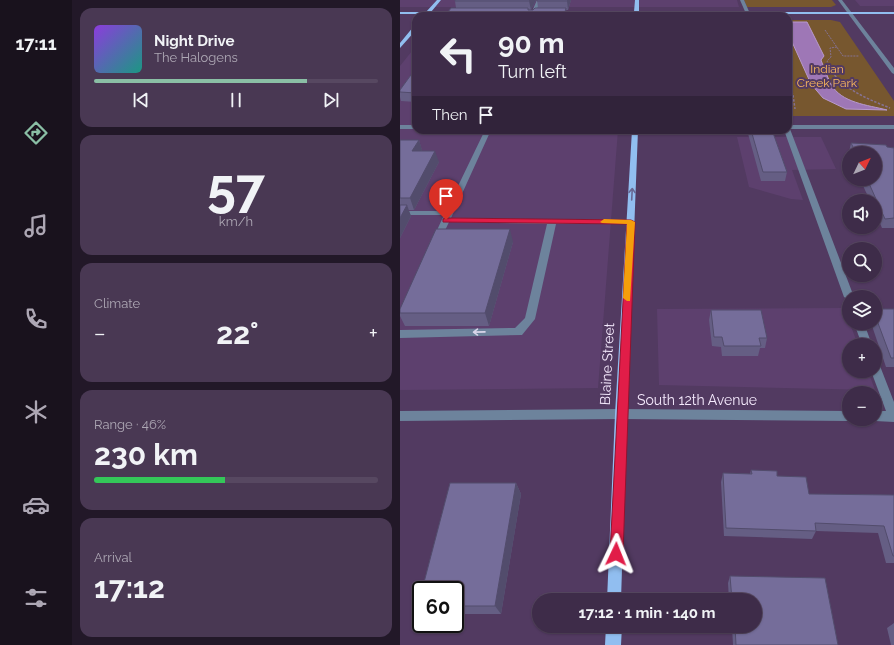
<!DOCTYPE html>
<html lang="en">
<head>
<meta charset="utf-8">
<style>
  body { margin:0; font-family:Raleway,sans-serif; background:#493853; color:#f1f3f6; height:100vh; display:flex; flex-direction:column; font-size:15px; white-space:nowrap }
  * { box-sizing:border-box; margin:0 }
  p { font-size:13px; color:#ada7b4 }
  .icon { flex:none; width:22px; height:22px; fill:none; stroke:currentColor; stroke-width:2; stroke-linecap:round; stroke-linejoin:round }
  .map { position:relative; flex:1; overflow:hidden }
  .drawer { display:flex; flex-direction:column; gap:8px; padding:8px; background:#221828; width:328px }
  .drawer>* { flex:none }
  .banner { position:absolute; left:12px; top:12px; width:380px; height:122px; border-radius:12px; box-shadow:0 1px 3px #0004,0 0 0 1px #574861; background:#3e2c49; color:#f1f3f6; overflow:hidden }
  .needle { width:26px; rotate:47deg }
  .controls { position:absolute; left:442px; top:146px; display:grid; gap:8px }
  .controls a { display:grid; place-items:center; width:40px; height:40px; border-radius:50%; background:#3e2c49; box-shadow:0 1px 3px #0004,0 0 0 1px #574861; font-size:20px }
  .speed { position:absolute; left:12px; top:581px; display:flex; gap:8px; font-size:20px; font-weight:700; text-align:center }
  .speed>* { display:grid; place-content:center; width:52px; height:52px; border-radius:50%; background:#3e2c49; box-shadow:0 1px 3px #0004,0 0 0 1px #574861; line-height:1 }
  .speed .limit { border:2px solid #111; border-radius:6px; background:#fff; color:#111 }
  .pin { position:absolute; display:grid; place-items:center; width:34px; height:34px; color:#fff; margin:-41px -17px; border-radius:50% 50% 50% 0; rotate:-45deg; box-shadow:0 0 4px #0007 }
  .pin .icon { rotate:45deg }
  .me { position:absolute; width:44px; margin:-22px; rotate:2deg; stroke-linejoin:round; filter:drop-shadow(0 0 3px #0008) }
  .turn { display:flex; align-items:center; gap:14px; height:84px; padding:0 20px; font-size:18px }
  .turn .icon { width:52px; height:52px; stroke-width:2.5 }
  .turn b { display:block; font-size:28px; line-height:34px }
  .then { display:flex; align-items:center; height:38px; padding:0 20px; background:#0003; gap:8px; font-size:15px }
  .big { font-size:30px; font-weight:700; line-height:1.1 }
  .drawer .card { flex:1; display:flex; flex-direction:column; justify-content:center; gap:6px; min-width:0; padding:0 14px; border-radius:12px; background:#493853 }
  .drawer .dial { align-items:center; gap:0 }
  .dial b { font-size:52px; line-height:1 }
  .song { display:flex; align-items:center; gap:12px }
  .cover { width:48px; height:48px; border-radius:6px; background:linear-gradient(135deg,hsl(270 70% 55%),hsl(170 70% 35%)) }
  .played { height:4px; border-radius:2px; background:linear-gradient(90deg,#8abfa5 75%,#574861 75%) }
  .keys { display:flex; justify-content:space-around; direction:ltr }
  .heat { display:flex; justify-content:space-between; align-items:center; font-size:22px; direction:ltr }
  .charge { height:6px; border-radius:3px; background:linear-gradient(90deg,#34c759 46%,#574861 0) }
  .trip { position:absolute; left:132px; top:593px; width:230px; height:40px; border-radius:20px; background:#3e2c49; box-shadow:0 1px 3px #0004,0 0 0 1px #574861; font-weight:700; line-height:40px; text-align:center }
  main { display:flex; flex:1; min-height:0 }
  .menu { display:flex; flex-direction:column; width:72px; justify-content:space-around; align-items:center; background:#19121d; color:#ada7b4 }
  .menu .icon { width:28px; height:28px }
  .menu .on { color:#8abfa5 }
  .menu b { font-size:18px; color:#f1f3f6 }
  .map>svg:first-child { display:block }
  .built { fill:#5d406e }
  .green { fill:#77572f }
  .water { fill:#9e77b6; stroke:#b89acb }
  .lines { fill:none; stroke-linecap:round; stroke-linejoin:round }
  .path-far1 { stroke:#867292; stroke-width:1; stroke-dasharray:2 1; stroke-linecap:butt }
  .path { stroke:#867292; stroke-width:1.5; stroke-dasharray:2.5 1.5; stroke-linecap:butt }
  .minor { fill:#6d839c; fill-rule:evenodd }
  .major { fill:#91bef0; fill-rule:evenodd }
  .wall { fill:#655e84 }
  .shaded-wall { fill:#524c6c }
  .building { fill:#756d9a; stroke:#524c6c }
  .oneway { stroke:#686893 }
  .oneway2 { stroke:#dad5ea }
  .route { fill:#e11d48; stroke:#92132f }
  .slow { fill:#f59e0b }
  .labels { text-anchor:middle; stroke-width:4; stroke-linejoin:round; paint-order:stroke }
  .far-park-label { font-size:12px; fill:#fbb85d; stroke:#523a61 }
  .street-label { font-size:14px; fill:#f5eafd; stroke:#523a61 }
</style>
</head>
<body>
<main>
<nav class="menu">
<b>17:11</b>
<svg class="icon on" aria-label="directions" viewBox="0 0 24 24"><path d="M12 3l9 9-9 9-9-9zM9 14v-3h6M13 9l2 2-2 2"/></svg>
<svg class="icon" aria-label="music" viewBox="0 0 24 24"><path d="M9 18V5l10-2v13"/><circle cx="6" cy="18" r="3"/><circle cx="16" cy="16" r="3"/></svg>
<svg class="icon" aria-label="phone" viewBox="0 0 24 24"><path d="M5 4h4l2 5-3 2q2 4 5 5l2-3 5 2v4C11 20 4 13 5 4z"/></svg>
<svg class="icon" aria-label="climate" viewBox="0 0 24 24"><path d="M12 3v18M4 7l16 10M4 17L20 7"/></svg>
<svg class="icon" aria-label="car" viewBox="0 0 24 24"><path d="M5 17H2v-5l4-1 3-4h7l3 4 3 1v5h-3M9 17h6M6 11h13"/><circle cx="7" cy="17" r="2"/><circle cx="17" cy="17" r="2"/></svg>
<svg class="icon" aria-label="filters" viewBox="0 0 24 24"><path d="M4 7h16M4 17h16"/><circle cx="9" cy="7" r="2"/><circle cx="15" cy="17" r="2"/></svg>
</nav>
<section class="drawer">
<div class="card">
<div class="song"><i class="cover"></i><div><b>Night Drive</b><p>The Halogens</p></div></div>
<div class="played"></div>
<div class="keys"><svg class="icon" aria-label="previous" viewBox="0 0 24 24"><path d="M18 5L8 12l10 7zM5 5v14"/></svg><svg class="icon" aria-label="pause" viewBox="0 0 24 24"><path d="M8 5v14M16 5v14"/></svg><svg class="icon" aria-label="next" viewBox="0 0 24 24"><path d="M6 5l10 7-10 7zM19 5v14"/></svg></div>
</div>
<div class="card dial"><b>57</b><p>km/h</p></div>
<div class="card"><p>Climate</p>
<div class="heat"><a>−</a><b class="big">22°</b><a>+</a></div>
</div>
<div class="card"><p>Range · 46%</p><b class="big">230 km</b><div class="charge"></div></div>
<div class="card"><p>Arrival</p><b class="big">17:12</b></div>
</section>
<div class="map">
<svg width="494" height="645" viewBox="0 0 494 645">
  <rect width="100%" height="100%" fill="#523a61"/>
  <path class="built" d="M 0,0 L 337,0 L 339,7 L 0,7 Z
    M 455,0 L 494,0 L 494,6 L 460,6 Z
    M 16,46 L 16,130 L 218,130 L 198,388 L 0,390 L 0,66 Z
    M 337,137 L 421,137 L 436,169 L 392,170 L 403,200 L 391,199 L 349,187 Z
    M 444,308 L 458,345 L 449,345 L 449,371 L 468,371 L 475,390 L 259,385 L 257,309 Z"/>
  <path class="green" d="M 344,0 L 432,0 L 436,5 L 431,7 L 347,7 Z
    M 388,20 L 431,20 L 440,22 L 494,101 L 494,116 L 388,116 Z"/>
  <path class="water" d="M 388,22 L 407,22 L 424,56 L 421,60 C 424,68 427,76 431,84 C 441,103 468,105 487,110 L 446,109 L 423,98 L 411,84 L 388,33 Z"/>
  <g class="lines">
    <path class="path-far1" d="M 425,30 L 443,56 L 459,56
      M 433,73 L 427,61 L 431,57 L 430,48 L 437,47"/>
    <path class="path" d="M 432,72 C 447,91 468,99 490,108
      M 388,80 L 393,95 L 395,109"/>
    <path class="minor" d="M 137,0 L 141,0 L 134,16 L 130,16 Z
      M 340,0 L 344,0 L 351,16 L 347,16 Z
      M 438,0 L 442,0 L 494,68 L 494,74 L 492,73 Z
      M 0,125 L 16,125 L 16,129 L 0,129 Z
      M 388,125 L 494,125 L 494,129 L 390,129 L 454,297 L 449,297 L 449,300 L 444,297 L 384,130 L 388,130 Z
      M 85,130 L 91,130 L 51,218 L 231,220 L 235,222 L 231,224 L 156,224 L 135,319 L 122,335 L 0,338 L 0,330 L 115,328 L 125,318 L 147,224 L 49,222 L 40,241 L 36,244 L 32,241 L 44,215 L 0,215 L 0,211 L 46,211 Z
      M 454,323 L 464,323 L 472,345 L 462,345 Z
      M 475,362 L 479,363 L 480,366 L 494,402 L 494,422 L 475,421 L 471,419 L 475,419 L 475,411 L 486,411 L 471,371 L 475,371 Z
      M 221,409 L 449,411 L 449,419 L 453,419 L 449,421 L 221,419 L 0,421 L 0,411 Z"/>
    <path class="major" d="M 37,0 L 41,0 L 31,12 L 60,12 L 62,13 L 60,14 L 29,14 L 28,16 L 24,16 L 24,14 L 0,14 L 0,12 L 26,12 Z
      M 235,0 L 239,0 L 239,12 L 494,12 L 494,14 L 238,14 L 238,16 L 234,16 L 234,14 L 154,14 L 152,13 L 154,12 L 234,12 Z
      M 14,26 L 16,26 L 16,30 L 0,48 L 0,43 Z
      M 232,130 L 238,130 L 227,414 L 221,600 L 207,600 L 215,414 Z
      M 206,626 L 222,626 L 221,645 L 205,645 Z"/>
  </g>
  <path class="wall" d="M 136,0 L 131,10 L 133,10 L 138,8 L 137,0 L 171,0 L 168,10 L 166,10 L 167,16 L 45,16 L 56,8 L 55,1 Z
    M 16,68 L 16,102 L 1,101 L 0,97 L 0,90 Z
    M 347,130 L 372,130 L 387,172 L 385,181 L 361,181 Z
    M 0,140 L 19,140 L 22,151 L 39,162 L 14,210 L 8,210 L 11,216 L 0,238 Z
    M 451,143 L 494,148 L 494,228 L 482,228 L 475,212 L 475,201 L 470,201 L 460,179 L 475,179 L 475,153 L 449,153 L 449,152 Z
    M 113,242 L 89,326 L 5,326 L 0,316 L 0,309 Z
    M 475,309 L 494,309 L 494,367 L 486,367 L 471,323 L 475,323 Z
    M 311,310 L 367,338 L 365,348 L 360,348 L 358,356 L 322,356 L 321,347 L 312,346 L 309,320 Z
    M 351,470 L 377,476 L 409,494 L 494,495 L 494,563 L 486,563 L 478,533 L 416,531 L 412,539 L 324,536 L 321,482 L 323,473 L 350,474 Z
    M 116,483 L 121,494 L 101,614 L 55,614 L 55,590 Z
    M 330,576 L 438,645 L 333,645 L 332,626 L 355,626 L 355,600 L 329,600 L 328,583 Z
    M 494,623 L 494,645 L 491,645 L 487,628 Z"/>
  <path class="shaded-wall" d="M 130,0 L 136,0 L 131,10 L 129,1 Z
    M 168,0 L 171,0 L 168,10 L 167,1 Z
    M 166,8 L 167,16 L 164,16 Z
    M 19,140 L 22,150 L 16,162 L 12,151 Z
    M 35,151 L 39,162 L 14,210 L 10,198 Z
    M 7,205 L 11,216 L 0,238 L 0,218 Z
    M 110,229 L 113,242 L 89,326 L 85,313 Z
    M 116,483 L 121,494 L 101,614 L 95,606 Z"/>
  <path class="building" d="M 55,0 L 130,0 L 129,1 L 55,1 Z
    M 137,0 L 168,0 L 167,1 L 137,1 Z
    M 51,8 L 128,8 L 128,10 L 133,10 L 135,8 L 166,8 L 164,16 L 45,16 Z
    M 16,68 L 16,93 L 0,92 L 0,90 Z
    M 351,130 L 372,130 L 387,172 L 363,172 Z
    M 0,140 L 19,140 L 12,151 L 35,151 L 10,198 L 0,198 Z
    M 451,143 L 486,145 L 487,147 L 494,148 L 494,218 L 485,219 L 467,179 L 475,179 L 475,153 L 456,153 Z
    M 0,205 L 7,205 L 0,218 Z
    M 36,229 L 110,229 L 85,313 L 0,313 L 0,309 Z
    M 475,309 L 494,309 L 494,358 L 491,358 L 475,315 Z
    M 311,310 L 361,310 L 367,338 L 359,338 L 361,346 L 324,346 L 322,337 L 314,337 Z
    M 351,470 L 377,471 L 377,476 L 406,477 L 409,494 L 494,495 L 494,556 L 493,556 L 484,526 L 415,523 L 416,531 L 326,528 L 323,473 L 352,474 Z
    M 50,483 L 116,483 L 95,606 L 55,606 L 55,590 L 22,590 Z
    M 330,576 L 425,578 L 438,645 L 336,645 L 335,626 L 355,626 L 355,600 L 332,600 Z
    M 21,593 L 21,606 L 18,606 Z"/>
  <defs><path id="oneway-shaft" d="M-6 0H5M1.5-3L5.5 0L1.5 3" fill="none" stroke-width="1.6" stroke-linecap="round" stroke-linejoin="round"/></defs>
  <use class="oneway" href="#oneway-shaft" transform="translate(232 194) rotate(-87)"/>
  <use class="oneway2" href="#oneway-shaft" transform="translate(79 332) rotate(179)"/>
  <path class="route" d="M 46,218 L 231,220 L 235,222 L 223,554 L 221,558 L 216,560 L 212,558 L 210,554 L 227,224 L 43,222 L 43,219 Z"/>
  <path class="slow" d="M 204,219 L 231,220 L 235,222 L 230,301 L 227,301 L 223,298 L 227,224 L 202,223 L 200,222 Z"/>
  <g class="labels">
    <g class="far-park-label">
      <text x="427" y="73">Indian<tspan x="427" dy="14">Creek Park</tspan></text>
    </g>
    <g class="street-label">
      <text transform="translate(207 364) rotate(-87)" y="5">Blaine Street</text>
      <text x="297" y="405">South 12th Avenue</text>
    </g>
  </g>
</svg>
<div class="controls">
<a><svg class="needle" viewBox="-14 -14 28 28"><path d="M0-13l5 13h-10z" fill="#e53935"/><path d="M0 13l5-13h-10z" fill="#ada7b4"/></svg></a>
<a><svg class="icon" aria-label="sound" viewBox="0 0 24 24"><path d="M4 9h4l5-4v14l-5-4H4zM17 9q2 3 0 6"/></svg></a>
<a><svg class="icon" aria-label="search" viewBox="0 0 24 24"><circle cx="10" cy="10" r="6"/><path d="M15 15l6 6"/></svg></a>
<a><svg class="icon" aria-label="layers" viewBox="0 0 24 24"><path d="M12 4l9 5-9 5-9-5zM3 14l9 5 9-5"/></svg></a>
<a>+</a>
<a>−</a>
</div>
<div class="speed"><div class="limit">60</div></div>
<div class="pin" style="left:46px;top:220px;background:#d93025"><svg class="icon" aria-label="arrive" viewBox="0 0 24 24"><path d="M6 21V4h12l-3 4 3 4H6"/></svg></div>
<svg class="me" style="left:216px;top:554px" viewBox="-20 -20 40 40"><path d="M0-17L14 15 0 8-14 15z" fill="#e11d48" stroke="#fff" stroke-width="4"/></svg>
<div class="trip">17:12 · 1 min · 140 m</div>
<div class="banner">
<div class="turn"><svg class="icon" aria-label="left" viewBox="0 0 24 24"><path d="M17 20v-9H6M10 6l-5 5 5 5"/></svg><div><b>90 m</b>Turn left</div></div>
<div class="then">Then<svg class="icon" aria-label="arrive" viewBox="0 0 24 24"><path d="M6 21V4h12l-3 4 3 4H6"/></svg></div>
</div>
</div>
</main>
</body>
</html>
·····
__Exercise goal__: There is a run of lines above from the one with "display:flex; flex:1; min-height:0" to the one with "fill:none; stroke-linecap:round; stroke-linejoin:round"; print exactly that run, both ends included, and nothing else.

__Answer__:
  main { display:flex; flex:1; min-height:0 }
  .menu { display:flex; flex-direction:column; width:72px; justify-content:space-around; align-items:center; background:#19121d; color:#ada7b4 }
  .menu .icon { width:28px; height:28px }
  .menu .on { color:#8abfa5 }
  .menu b { font-size:18px; color:#f1f3f6 }
  .map>svg:first-child { display:block }
  .built { fill:#5d406e }
  .green { fill:#77572f }
  .water { fill:#9e77b6; stroke:#b89acb }
  .lines { fill:none; stroke-linecap:round; stroke-linejoin:round }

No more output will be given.